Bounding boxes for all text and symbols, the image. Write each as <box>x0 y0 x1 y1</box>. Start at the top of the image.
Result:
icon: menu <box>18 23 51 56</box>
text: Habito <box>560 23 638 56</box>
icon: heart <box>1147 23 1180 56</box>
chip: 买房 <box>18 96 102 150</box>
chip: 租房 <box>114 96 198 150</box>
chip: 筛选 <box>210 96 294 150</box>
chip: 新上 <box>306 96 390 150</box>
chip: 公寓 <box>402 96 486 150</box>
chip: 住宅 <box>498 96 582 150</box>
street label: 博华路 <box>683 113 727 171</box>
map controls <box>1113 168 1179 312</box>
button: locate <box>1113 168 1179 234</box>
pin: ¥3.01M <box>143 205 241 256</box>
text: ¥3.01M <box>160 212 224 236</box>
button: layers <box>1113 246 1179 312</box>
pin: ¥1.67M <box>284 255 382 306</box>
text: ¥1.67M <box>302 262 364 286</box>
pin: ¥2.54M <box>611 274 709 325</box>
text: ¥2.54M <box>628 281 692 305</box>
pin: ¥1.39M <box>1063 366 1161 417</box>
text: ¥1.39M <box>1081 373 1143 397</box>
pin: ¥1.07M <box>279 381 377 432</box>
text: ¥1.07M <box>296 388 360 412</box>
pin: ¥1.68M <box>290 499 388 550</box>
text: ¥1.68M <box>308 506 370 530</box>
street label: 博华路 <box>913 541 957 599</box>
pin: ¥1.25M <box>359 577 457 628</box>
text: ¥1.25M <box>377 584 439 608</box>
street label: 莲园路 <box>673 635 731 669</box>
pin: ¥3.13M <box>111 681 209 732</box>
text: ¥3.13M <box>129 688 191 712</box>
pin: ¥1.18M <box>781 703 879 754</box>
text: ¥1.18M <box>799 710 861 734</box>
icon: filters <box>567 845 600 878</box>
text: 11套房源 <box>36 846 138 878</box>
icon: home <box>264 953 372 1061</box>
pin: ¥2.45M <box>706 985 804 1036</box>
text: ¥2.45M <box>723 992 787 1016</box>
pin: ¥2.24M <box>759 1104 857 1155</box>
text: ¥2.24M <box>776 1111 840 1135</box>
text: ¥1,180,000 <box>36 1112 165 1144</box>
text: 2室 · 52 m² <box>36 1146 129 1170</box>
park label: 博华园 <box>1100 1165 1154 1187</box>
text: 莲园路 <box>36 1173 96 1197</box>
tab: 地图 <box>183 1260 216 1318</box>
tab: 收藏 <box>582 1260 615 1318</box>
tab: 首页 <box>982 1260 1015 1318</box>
▬▬▬▬▬▬
* **PROBLEM STATEMENT**:
Please give only the number of lines above that contain "label".

* **RESULT FOR THIS EXERCISE**:
4